Due to the inability for any one network to best generalize for all datasets, a necessary step before applying DL algorithm to a new dataset is to select an appropriate set of hyperparameters. To address this issue, a number of approaches are developed and the most popular three ones are (1) manual search, (2) grid search, and (3) random search [3]. These approaches have their respective advantages and disadvantages. However, how to optimize the hyperparameter settings for DL algorithms is still an open question.

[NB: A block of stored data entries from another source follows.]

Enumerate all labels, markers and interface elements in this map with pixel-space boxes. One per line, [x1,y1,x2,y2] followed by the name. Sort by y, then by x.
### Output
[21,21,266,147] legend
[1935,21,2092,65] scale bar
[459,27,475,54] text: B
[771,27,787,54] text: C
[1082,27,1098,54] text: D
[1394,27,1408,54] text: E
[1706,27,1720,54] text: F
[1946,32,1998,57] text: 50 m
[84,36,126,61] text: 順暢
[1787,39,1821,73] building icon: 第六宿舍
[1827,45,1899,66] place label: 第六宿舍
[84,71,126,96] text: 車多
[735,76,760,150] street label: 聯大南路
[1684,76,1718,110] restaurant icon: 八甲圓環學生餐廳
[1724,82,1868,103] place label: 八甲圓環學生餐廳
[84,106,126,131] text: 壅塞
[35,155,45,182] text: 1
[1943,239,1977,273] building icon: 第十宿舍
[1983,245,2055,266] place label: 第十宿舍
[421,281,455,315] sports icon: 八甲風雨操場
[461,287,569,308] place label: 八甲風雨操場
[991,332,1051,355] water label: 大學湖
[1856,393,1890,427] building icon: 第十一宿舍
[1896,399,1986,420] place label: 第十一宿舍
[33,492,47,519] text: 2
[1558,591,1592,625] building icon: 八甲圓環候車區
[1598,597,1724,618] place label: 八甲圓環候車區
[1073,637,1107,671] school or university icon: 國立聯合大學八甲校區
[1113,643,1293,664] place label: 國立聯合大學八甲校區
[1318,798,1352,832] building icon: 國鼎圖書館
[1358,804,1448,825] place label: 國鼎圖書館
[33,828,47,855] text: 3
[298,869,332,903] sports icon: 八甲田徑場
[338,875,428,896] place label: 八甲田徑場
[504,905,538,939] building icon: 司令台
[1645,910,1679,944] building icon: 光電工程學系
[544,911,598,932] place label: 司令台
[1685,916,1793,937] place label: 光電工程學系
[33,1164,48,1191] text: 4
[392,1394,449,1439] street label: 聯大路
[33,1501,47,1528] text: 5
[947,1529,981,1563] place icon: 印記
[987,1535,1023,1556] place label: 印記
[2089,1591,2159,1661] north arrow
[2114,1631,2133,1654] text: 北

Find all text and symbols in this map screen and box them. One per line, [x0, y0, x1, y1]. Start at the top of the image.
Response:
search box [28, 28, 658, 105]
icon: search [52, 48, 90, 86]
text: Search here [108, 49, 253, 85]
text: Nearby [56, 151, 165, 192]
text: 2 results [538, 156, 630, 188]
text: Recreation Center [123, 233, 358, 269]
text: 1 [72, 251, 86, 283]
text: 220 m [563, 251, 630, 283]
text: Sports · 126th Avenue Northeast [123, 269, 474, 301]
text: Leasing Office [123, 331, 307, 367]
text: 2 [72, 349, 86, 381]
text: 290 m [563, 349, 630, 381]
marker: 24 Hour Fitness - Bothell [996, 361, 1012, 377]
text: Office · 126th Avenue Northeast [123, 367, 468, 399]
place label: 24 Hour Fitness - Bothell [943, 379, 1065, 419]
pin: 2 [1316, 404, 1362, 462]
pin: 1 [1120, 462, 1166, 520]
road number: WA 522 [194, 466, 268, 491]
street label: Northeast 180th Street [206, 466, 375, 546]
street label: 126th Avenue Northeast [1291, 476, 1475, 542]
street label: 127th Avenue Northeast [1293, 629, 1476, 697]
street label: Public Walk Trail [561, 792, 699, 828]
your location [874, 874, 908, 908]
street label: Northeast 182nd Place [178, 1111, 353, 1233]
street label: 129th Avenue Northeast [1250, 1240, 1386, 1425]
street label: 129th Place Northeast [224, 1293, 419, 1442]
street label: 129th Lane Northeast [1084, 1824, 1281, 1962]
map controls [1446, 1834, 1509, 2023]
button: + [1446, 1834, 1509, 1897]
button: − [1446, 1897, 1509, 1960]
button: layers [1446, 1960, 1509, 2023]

There has been a recent surge of interest in more sophisticated hyperparameter optimization methods [1, 3, 9, 15]. For example, [3] has applied Bayesian optimization techniques for designing convolutional vision architectures by learning a probabilistic model over the hyperparameter search space. However, all these approaches have not provide scientists with answers to questions like the following: how important is each of the hyperparameters, and how do their values affect performance? The answer to such questions is the key to scientific discoveries. However, not much work has been done on quantifying the relative importance of the hyperparameters that does matter.

In this paper, we propose to quantify the importance of hyperparameters of DL using PB design [14], called QIM. To evaluate QIM, we employ Caffe [10] to implement the DL algorithm with the lenet [13] and auto-encoder [5] model. The results show that QIM is able to assess the importance of the five hyperparameters consistently with the assessments of ANOVA in both models. On the other hand, we demonstrate that QIM is $$3\times$$ faster than ANOVA on average. In particular, we make the following contributions in this paper:
• We propose a PB design based approach to quantify the importance of hyperparameters of DL algorithms, called QIM.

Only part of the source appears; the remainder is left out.